Jeff Bezos is the poster child for companies and entrepreneurs who dream big. He’s shown that having a bold idea means it is acceptable not to make a profit for years if the journey is about establishing scale to dominate in the future.
For years Amazon was criticised for not making any actual money, but Bezos’ clever game plan of recycling earnings into new ideas has really paid off.
The fact he is stepping down as chief executive of Amazon doesn’t mean he is disappearing; far from it as he is becoming executive chairman.
“The chairman’s role is to keep the chief executive in order, so Bezos will still be engrained in the business and be able to provide guidance on a range of strategic issues. He is also a major shareholder which gives him considerable influence on how the business is run,” said AJ Bell’s Russ Mould.
“Bezos is changing roles at an interesting time for Amazon. One on hand the business is firing on nearly all cylinders, with the retail and web server businesses thriving and groceries arguably still trying to find its way. Yet cloud computing is becoming increasingly competitive and Amazon is among a group of giant tech companies under the spotlight of regulators and politicians who have concerns about them wielding too much power.
“Those who have been on the journey with Bezos will be sitting pretty.

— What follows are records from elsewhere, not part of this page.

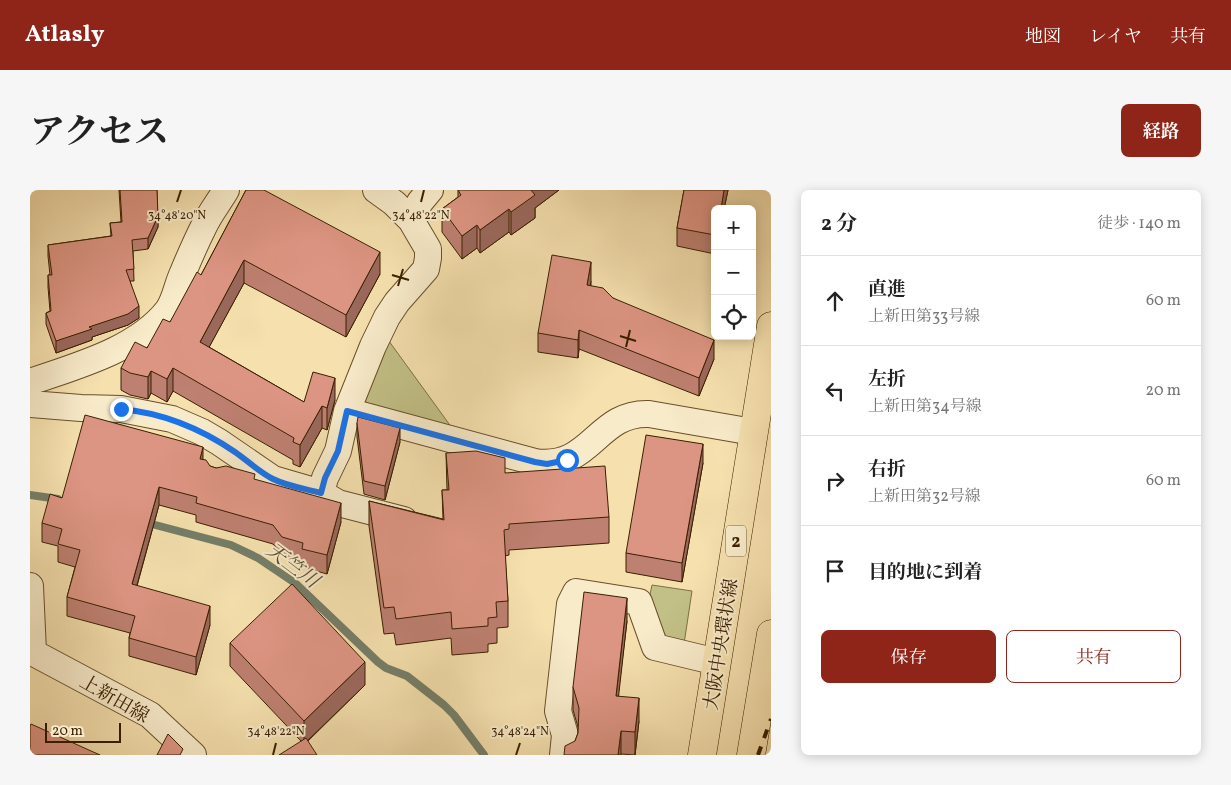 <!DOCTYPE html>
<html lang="ja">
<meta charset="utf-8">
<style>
:root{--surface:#fff;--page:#f6f6f6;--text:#222;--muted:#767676;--line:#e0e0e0;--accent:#8f2418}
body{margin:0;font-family:Vollkorn,"Noto Serif JP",serif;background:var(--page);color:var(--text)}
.controls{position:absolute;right:15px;top:15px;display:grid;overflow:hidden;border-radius:8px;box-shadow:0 2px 12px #0003}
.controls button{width:45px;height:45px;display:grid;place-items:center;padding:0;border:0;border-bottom:1px solid var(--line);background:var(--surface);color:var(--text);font:25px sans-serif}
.scale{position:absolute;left:15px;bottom:12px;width:76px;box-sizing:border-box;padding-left:5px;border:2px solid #3a1f00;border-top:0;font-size:14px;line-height:18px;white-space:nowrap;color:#3a1f00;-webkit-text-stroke:4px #f8ebca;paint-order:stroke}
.stop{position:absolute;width:15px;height:15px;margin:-11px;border:4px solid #1a73e8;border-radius:50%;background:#fff}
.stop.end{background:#1a73e8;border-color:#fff;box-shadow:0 1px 5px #0008}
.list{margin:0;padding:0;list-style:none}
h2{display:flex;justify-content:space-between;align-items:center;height:65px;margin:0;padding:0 20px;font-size:21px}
h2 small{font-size:16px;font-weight:400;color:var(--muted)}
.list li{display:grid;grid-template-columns:32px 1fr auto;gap:15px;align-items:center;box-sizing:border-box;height:90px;padding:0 20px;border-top:1px solid var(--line)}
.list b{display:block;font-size:19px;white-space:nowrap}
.list p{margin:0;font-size:16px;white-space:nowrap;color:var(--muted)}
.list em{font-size:16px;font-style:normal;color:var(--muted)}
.actions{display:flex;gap:10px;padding:15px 20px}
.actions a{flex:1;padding:11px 0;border:1px solid var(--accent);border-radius:8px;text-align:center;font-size:18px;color:var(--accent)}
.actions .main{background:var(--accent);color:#fff}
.icon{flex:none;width:28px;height:28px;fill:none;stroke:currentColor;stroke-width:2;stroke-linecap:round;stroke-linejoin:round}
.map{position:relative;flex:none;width:741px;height:565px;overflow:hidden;border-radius:8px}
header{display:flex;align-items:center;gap:30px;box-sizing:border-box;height:70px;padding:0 25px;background:var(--accent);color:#fff}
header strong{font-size:24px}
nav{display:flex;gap:28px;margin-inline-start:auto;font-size:18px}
.intro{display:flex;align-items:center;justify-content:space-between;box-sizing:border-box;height:120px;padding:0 30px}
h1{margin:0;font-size:35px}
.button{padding:12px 22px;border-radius:8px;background:var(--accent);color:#fff;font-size:18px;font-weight:700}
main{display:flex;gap:30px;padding:0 30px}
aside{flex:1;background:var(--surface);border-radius:8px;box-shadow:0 2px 12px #0003}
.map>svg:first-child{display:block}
</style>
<header>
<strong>Atlasly</strong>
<nav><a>地図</a><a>レイヤ</a><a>共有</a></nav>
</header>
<div class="intro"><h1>アクセス</h1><a class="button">経路</a></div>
<main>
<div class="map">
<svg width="741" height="565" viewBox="0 0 741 565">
<rect width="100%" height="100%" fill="#f5e0ae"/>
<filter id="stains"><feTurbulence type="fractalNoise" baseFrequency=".004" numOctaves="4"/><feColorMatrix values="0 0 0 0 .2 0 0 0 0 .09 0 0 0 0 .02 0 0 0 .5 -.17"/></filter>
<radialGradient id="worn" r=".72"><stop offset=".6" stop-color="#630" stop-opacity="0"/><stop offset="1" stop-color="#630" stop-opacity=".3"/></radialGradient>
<path fill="#c2c086" stroke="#7e7043" d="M356 147 422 238 337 214 332 204Z
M622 395 662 401 654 454 630 450 619 409Z"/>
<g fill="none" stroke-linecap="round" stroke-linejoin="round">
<path stroke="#757e68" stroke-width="8" d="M0 305 28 309
M114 332 201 355 228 368 265 393 348 472 356 478 377 486 414 515 424 525 454 565"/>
<g stroke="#694f2c" stroke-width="28">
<path id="minor" d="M346 0 364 13 381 30 390 12 400 0
M0 192C46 176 107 160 138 120 145 110 147 96 152 85 159 68 166 52 174 36 180 23 189 12 196 0
M0 214 51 218 91 219 142 229 172 242 189 252 243 289 291 303 308 313 374 330
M317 221 505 272C562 280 566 222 619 224L723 242
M291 303 295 288 308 261 317 221 343 156 357 127 367 112 396 79 398 68V59L381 30
M0 396 3 462
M0 461 120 525 163 565
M533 565 535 545 528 521 540 414 546 402 609 412 625 457 687 472"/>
</g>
<g stroke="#3a1f00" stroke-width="29">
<path id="major" d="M672 565 741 136"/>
</g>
<g stroke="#3a1f00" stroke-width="29">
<path id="highway" d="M721 565 741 444"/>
</g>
<use href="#minor" stroke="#f8ebca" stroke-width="26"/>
<use href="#major" stroke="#f5e0ae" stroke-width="28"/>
<use href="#highway" stroke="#f5e0ae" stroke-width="28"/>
<path stroke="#3a1f00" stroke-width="4" stroke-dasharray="9 9" stroke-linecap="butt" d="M728 565 741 529"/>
</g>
<path fill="#be8071" stroke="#3a1f00" d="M89 0H127L128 37 118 59 103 61 104 91H100L109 128 98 135 62 147V150L26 163 16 134V123L20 121 18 97V85H20L18 66V55L81 46 80 33 91 32Z
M216 0 350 84 316 147 214 93 179 157 274 212 305 210 297 240 292 238 270 277 263 274V270L143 201 137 212 121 203 118 209 100 205 91 200V178L117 158 140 132 171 85Z
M428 0H529L505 18V28L481 45 479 42 450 63 447 58 432 69 412 42V19L428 7Z
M654 0H698L694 19H685V64L647 56V38Z
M561 91V96L583 108 684 169 669 206 549 159 548 168 508 162V143Z
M327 233 370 252 355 310 334 304 327 247Z
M416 263 475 283 579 327V353L479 360V365L475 366 478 411V437L467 438V453L458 454V462L422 465 421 448 366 455 364 443 354 444 339 336V311L413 329 412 300H417Z
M173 269 180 276 186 278 225 290 311 332 297 384 272 377V371L252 366 243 354 166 332V325L129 315 107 396 180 435 166 485 99 466V448L100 443 37 426V407L45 377 28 372V356L12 352V333L32 308Z
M673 273 652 392 596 382V363Z
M597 431 588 506 609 531 605 565 591 564 545 551 548 543V537L543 520V497Z
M200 453 335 495 278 551H271L200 476Z"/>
<path fill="#9b685c" stroke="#3a1f00" d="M500 0H529L505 18V28L481 45V22Z
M694 0H698L694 19H691Z
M479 19V42L450 63V40Z
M128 26V37L118 59V48Z
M447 35V58L432 69V46Z
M350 62V84L316 147V125Z
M214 70V93L170 174V152Z
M561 72V91L557 114V95Z
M109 116V128L98 135 62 147V150L26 163V151Z
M549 140V159L548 168V150Z
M684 150V169L669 206V188Z
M143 178V201L137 212V189Z
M121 181V203L118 209V187Z
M305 188V210L297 240V218Z
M292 216V238L270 277V255Z
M370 238V252L355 310V296Z
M673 254V273L652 392V373Z
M173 257V276L170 269Z
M129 297V315L102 413V394Z
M311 313V332L297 384V365Z
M597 408V431L586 529V506Z
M180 416V435L166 485V467Z
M335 472V495L274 554V531Z
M609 508V531L605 565V542Z
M591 541V565H588Z"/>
<path fill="#dd9583" stroke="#3a1f00" d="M90 0H127L128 26 118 48 102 50 104 79 96 80 109 116 98 124 59 137 62 139 26 151 16 123 21 121 18 85H22L18 55 82 46 80 33 92 32Z
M216 0H234L350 62 316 125 214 70 170 152 274 212 283 182 305 188 297 218 292 216 270 255 263 252 264 248 143 178 137 189 121 181 118 187 100 183 91 178 105 152 117 158 133 129 140 132 167 82 171 85Z
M428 0H501L505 5 481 22 479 19 450 40 447 35 432 46 412 19 431 5Z
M654 0H694L691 19H685V45L647 38Z
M522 65 561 72 557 95 573 98 583 108 684 150 669 188 549 140 548 150 508 143Z
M55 225 173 257 170 269 176 270 180 276 186 278 196 276 225 284 224 289 311 313 297 365 272 359 273 353 252 347 243 335 166 313 167 307 129 297 102 394 180 416 166 467 99 448 105 426 37 407 50 360 28 354 32 339 12 333 20 304 32 308Z
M328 227 370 238 355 296 334 291 327 233Z
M616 245 673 254 652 373 596 363Z
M446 261 475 268V283L575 276 579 327 479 334V339L474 340 478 411 466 412 467 427 458 428V436L422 439 421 422 366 429 364 417 354 418 339 311 414 330 412 300H419L416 263Z
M262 394 335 472 274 531 200 453Z
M554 402 597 408 586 506 609 508 605 542 591 541 588 565H534L535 556 545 551 548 543 549 518 543 497Z
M1 534 70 565H0V536Z
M138 544 153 559 150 565H127Z
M276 548 287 565H249Z"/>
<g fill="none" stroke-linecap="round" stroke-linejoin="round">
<path stroke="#1a73e8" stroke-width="6" d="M91 219C133 223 170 238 205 262 218 271 229 282 243 289 257 296 276 299 291 303L295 288 308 261 317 221 505 272 517 274 537 270"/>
</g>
<path fill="none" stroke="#3a1f00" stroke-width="2" d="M147 12 151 0M391 12 394 0M362 85 379 90M368 96 373 79M590 146 606 151M596 157 600 140M243 565 246 553M486 565 490 553"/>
<g text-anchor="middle" stroke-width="4" stroke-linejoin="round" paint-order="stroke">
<rect fill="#f8ebca" stroke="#735c3d" stroke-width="1" x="696" y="335.5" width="20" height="31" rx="4"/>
<g font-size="18" font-weight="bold" fill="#3a1f00">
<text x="706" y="357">2</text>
</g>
<g font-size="19" fill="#3a1f00" stroke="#f8ebca">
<text transform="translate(690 454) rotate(-81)" y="7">大阪中央環状線</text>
<text transform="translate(85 508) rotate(30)" y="7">上新田線</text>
</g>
<g font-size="20" font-style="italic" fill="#574e34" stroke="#f8ebca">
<text transform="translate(263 375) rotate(37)" y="7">天竺川</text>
</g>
</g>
<g font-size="12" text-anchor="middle" fill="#3a1f00" stroke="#f8ebca" stroke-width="4" stroke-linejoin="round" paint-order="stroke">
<text x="147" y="29">34°48'20"N</text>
<text x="391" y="29">34°48'22"N</text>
<text x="246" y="545">34°48'22"N</text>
<text x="490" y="545">34°48'24"N</text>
</g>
<rect width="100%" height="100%" filter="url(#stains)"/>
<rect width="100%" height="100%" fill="url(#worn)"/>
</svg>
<div class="controls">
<button>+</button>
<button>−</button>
<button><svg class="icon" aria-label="locate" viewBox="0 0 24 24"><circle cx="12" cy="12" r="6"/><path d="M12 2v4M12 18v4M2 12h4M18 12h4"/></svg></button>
</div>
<div class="scale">20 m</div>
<div class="stop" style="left:537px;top:270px"></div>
<div class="stop end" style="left:91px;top:219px"></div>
</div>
<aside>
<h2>2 分<small>徒歩 · 140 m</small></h2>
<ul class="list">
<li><svg class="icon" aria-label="ahead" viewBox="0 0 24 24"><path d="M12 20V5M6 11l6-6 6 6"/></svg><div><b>直進</b><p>上新田第33号線</p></div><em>60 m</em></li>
<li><svg class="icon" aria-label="left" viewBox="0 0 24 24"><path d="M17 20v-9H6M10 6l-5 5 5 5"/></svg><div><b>左折</b><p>上新田第34号線</p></div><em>20 m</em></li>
<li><svg class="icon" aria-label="right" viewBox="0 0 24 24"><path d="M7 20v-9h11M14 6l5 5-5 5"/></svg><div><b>右折</b><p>上新田第32号線</p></div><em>60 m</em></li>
<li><svg class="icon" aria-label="arrive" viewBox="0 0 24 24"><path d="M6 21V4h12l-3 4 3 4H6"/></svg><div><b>目的地に到着</b></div></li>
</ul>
<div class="actions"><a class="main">保存</a><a>共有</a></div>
</aside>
</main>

Amazon floated on the stock market at $18 a share on 15 May 1997. Under Bezos’ leadership, the company has subsequently seen its share price rise to $3,380. Not many CEOs can lay claim to generating this kind of success.
“Someone who invested $10,000 when it joined the market would have been able to buy 555 shares at the time. Adjusting for three different share splits over the years, that person would now have 6,660 shares worth $22.5 million. If only we had a time machine to go back and make that trade.”